Dataset extract =
══════════════════════════════

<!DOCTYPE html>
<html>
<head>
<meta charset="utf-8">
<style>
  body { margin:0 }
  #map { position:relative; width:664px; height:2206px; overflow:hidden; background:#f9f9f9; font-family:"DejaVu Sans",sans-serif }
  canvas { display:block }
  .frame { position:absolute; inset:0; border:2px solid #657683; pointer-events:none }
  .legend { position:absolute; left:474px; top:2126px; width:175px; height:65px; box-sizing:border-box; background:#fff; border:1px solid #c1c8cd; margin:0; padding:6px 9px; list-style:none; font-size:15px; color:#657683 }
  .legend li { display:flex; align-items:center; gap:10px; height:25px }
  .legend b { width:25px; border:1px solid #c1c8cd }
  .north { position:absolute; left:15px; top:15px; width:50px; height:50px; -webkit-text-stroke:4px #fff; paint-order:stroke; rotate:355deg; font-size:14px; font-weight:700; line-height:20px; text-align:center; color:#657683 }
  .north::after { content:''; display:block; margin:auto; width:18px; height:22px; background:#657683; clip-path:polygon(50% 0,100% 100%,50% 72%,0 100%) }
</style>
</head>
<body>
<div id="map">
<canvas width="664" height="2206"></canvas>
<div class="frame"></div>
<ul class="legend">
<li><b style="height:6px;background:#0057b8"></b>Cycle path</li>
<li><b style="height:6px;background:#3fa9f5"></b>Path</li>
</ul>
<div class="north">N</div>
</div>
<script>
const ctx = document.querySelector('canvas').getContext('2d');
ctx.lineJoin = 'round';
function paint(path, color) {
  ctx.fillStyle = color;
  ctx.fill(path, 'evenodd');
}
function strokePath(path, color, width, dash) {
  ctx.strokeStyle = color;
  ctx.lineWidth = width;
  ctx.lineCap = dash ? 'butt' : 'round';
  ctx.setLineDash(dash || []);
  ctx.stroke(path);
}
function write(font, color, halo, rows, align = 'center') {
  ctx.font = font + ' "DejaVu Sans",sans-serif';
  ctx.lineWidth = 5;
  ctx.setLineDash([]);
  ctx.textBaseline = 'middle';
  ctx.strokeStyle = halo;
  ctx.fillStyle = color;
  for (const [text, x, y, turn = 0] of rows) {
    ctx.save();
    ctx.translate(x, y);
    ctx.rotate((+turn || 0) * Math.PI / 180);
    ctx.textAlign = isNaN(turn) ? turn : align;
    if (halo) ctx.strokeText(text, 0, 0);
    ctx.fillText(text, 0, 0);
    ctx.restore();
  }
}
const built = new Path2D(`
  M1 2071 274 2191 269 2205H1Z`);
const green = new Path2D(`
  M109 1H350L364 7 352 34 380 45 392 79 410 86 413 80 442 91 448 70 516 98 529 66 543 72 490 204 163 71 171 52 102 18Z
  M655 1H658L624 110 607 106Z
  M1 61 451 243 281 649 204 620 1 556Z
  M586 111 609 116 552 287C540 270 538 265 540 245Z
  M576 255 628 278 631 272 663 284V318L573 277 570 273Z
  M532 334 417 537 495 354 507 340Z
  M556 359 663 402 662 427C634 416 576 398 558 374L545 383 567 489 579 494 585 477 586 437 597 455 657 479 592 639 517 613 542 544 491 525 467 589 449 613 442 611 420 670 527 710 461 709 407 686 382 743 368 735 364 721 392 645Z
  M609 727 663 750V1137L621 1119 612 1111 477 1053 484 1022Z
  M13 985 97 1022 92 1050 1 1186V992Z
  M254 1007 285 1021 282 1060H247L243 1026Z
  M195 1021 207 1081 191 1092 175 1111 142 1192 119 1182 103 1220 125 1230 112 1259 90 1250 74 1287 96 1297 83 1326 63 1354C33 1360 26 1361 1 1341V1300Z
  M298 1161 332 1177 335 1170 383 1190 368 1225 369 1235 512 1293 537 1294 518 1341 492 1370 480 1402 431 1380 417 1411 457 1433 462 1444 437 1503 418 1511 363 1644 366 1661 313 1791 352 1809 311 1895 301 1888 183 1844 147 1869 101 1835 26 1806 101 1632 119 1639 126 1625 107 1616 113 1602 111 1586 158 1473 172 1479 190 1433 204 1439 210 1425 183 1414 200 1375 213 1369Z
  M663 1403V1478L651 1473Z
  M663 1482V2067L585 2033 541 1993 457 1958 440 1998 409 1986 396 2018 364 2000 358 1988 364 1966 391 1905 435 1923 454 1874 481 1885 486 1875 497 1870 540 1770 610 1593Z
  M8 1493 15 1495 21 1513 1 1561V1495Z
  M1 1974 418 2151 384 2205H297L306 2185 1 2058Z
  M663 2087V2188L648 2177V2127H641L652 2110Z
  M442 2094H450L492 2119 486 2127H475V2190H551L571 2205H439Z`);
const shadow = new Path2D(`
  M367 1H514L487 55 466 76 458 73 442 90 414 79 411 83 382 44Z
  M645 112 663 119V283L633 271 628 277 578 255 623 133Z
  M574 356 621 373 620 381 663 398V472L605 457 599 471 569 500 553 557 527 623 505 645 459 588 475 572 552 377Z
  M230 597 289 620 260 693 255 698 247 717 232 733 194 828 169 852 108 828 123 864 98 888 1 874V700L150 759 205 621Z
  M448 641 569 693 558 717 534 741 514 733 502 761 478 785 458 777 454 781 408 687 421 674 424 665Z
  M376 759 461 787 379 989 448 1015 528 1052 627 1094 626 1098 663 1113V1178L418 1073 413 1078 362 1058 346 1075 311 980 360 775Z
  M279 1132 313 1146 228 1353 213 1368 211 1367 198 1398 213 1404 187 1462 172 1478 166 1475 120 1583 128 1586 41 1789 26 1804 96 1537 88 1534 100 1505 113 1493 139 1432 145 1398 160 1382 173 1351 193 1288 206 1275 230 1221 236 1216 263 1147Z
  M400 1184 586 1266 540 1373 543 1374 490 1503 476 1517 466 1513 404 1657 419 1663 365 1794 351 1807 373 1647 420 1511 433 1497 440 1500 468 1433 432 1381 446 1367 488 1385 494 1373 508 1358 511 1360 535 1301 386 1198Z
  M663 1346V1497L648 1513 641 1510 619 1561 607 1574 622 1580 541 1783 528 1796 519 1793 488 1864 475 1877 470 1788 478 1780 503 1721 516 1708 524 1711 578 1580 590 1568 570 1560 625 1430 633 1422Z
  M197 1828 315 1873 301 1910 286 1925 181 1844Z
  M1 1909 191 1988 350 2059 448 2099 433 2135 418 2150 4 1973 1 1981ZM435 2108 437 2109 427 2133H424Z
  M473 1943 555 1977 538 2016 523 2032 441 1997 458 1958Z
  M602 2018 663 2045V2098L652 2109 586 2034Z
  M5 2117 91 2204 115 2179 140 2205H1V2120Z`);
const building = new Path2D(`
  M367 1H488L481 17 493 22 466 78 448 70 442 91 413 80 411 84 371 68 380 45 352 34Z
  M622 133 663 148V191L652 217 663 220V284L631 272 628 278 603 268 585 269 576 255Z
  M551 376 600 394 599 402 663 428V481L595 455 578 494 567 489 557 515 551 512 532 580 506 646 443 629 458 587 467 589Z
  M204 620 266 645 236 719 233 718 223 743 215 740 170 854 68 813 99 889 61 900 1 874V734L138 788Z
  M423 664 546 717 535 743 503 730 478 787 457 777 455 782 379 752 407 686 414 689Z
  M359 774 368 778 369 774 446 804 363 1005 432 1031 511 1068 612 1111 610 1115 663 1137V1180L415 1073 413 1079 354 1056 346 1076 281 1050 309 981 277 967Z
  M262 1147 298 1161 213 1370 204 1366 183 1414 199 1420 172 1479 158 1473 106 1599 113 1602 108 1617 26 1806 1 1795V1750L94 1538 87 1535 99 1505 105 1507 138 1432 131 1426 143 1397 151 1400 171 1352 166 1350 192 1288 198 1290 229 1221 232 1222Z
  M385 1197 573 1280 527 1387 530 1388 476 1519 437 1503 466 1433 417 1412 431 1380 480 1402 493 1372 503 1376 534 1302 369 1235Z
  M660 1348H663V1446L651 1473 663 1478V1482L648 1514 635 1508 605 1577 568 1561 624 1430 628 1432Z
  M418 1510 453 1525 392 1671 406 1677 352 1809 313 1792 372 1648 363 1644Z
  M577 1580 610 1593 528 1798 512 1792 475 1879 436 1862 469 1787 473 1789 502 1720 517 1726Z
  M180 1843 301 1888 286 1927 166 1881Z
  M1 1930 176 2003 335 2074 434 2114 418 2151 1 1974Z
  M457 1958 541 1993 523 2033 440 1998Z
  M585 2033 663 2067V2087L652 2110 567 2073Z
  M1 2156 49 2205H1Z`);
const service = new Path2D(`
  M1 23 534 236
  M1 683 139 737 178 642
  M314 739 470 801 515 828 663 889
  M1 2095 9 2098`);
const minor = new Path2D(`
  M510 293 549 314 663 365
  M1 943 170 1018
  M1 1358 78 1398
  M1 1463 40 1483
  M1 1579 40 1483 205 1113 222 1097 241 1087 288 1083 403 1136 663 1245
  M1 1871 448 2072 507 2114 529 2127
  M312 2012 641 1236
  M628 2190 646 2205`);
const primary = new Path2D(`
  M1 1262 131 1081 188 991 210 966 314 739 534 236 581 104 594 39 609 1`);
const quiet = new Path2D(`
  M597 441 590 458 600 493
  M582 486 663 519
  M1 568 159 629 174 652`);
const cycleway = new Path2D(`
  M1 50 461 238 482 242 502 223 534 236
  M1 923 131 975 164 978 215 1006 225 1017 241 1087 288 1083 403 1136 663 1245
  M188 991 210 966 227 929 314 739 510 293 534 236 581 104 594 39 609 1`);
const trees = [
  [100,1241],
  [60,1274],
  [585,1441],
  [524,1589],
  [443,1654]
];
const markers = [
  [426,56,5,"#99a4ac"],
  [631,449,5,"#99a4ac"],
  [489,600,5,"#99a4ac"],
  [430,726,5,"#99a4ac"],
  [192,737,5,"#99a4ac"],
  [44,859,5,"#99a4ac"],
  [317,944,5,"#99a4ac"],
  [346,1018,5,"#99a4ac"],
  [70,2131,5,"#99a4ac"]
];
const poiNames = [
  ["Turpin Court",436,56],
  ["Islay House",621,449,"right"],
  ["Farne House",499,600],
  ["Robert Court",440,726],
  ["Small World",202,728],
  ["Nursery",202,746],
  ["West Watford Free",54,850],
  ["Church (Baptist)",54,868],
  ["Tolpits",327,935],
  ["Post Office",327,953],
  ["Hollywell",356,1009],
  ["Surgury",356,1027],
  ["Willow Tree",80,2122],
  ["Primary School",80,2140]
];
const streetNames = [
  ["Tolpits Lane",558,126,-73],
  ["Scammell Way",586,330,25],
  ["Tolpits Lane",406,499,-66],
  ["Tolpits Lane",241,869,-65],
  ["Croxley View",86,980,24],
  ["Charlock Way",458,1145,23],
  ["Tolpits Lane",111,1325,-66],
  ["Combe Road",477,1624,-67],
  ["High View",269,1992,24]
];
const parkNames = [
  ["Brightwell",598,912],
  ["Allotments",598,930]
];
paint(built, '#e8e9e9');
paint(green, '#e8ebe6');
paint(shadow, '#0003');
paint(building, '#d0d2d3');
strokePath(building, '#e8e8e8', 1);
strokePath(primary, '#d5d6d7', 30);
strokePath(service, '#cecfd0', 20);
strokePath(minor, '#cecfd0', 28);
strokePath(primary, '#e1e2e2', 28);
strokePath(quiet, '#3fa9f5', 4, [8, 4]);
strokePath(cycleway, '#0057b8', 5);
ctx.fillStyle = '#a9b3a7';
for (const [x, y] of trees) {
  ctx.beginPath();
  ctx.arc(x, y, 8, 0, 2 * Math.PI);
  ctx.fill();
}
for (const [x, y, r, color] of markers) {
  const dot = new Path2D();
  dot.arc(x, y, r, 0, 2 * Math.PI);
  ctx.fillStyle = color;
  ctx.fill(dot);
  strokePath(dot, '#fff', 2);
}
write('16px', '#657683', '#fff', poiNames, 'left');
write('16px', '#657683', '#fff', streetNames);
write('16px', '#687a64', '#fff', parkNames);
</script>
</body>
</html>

══════════════════════════════

Every line above that holds the string "Math" should be copied into the answer.

Response =
    ctx.rotate((+turn || 0) * Math.PI / 180);
  ctx.arc(x, y, 8, 0, 2 * Math.PI);
  dot.arc(x, y, r, 0, 2 * Math.PI);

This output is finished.